DynCorp International Inc.
Delta Tucker Holdings, Inc. (Form: 8-K, Received: 01/05/2017 06:07:11)

 

 

 

UNITED STATES

SECURITIES AND EXCHANGE COMMISSION

WASHINGTON, D.C. 20549

 

 

FORM 8-K

 

 

CURRENT REPORT

PURSUANT TO SECTION 13 OR 15(d)

OF THE SECURITIES EXCHANGE ACT OF 1934

January 5, 2017 (January 3, 2017)

(Date of Report (Date of earliest event reported))

 

 

Delta Tucker Holdings, Inc.

(Exact name of registrant as specified in its charter)

 

 

 

Delaware   333-173746   27-2525959

(State or other jurisdiction of

incorporation or organization)

 

(Commission

File Number)

 

(I.R.S. Employer

Identification No.)

1700 Old Meadow Road, McLean, Virginia 22102

(571) 722-0210

(Registrant’s telephone number, including area code)

N/A

(Former name or former address, if changed since last report)

 

 

Check the appropriate box below if the Form 8-K filing is intended to simultaneously satisfy the filing obligation of the registrant under any of the following provisions:

 

  Written communications pursuant to Rule 425 under the Securities Act (17 CFR 230.425)

 

  Soliciting material pursuant to Rule 14a-12 under the Exchange Act (17 CFR 240.14a-12)

 

  Pre-commencement communications pursuant to Rule 14d-2(b) under the Exchange Act (17 CFR 240.14d-2(b))

 

  Pre-commencement communications pursuant to Rule 13e-4(c) under the Exchange Act (17 CFR 240.13e-4(c))

 

 

 


Item 5.02 Departure of Directors or Certain Officers; Election of Directors; Appointment of Certain Officers; Compensatory Arrangements of Certain Officers.

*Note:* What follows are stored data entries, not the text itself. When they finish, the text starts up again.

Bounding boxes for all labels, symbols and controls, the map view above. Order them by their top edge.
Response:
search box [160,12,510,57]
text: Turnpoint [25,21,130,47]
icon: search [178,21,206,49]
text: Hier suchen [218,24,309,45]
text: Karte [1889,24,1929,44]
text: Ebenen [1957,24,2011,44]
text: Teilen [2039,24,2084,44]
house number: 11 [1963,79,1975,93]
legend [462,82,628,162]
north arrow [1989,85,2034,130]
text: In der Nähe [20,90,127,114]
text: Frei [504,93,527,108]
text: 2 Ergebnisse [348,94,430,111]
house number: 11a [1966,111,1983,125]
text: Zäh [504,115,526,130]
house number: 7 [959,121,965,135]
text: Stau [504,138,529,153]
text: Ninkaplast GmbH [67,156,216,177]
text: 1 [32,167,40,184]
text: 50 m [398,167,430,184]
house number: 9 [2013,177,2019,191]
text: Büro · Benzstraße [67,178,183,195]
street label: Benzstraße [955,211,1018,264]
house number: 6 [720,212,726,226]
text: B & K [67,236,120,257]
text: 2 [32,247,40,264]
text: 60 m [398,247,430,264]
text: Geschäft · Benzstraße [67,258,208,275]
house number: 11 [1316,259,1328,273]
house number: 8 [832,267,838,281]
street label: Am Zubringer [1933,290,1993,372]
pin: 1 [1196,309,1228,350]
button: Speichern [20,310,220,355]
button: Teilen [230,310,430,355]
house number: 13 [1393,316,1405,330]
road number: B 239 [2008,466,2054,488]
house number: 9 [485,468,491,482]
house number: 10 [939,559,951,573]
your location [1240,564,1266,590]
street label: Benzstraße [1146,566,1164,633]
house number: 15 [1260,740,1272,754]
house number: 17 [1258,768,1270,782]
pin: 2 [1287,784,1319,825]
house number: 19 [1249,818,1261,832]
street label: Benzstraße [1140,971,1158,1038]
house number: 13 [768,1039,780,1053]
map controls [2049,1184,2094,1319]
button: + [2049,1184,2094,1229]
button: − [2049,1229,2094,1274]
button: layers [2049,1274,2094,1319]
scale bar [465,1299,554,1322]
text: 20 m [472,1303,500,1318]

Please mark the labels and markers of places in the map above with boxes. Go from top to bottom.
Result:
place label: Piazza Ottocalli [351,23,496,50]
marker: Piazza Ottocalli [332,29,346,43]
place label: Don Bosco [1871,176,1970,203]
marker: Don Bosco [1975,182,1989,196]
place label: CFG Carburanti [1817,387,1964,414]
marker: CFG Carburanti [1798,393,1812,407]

On January 3, 2017, the Board of Directors (the “Board”) of Delta Tucker Holdings, Inc. (the “Company”), pursuant to Section 3.3 of the Company’s By-Laws, appointed Lee A. Van Arsdale to the Company’s Board of Directors. Mr. Van Arsdale will also serve as a member of each of the Board’s three committees: the Audit Committee, the Business Ethics and Compliance Committee and the Compensation Committee. Consistent with the Company’s policies for compensation of directors who are not affiliates of Cerberus Capital Management, L.P., Mr. Van Arsdale will receive total annual compensation of $105,000, comprised of an annual retainer of $75,000 for his service on the Board, and annual retainers of $10,000 for his service on each of the three Board committees.

Mr. Van Arsdale served 25 years in the United States Army with assignments primarily in Special Forces, with 11 years spent in the First Special Forces Operational Detachment-Delta (Airborne). In the course of his 25 year Army career, Mr. Van Arsdale served in three combat zones in leadership positions, and was decorated for valor with the Silver Star and with the Purple Heart for wounds received in combat. Additionally, he participated in numerous classified operations, on a global scale, while in a leadership capacity. Following his military career, Mr. Van Arsdale was the Assistant General Manager for National Security Response at the Bechtel Nevada Corporation; he incorporated Unconventional Solutions, Inc., a private consulting firm; he was the founding Executive Director of the University of Nevada Las Vegas Institute for Security Studies, was the Chief Executive Officer of Triple Canopy, Inc. and previously served as chairman and president of M + M, Inc. Mr. Van Arsdale now serves on the boards of select companies.

Mr. Van Arsdale earned a bachelor’s degree in engineering from West Point and a master’s degree from the University of Colorado at Colorado Springs. He is also a graduate of the Armed Forces Staff College and the U.S. Army War College, where he won the prestigious AWC Foundation Excellence-in-Writing Award for his strategy research project entitled “U.S. Special Operations Forces and the Counterproliferation of Weapons of Mass Destruction.”

 


SIGNATURES

Pursuant to the requirements of the Securities Exchange Act of 1934, the registrant has duly caused this report to be signed on its behalf by the undersigned hereunto duly authorized.

 

Date: January 5, 2017       DELTA TUCKER HOLDINGS, INC.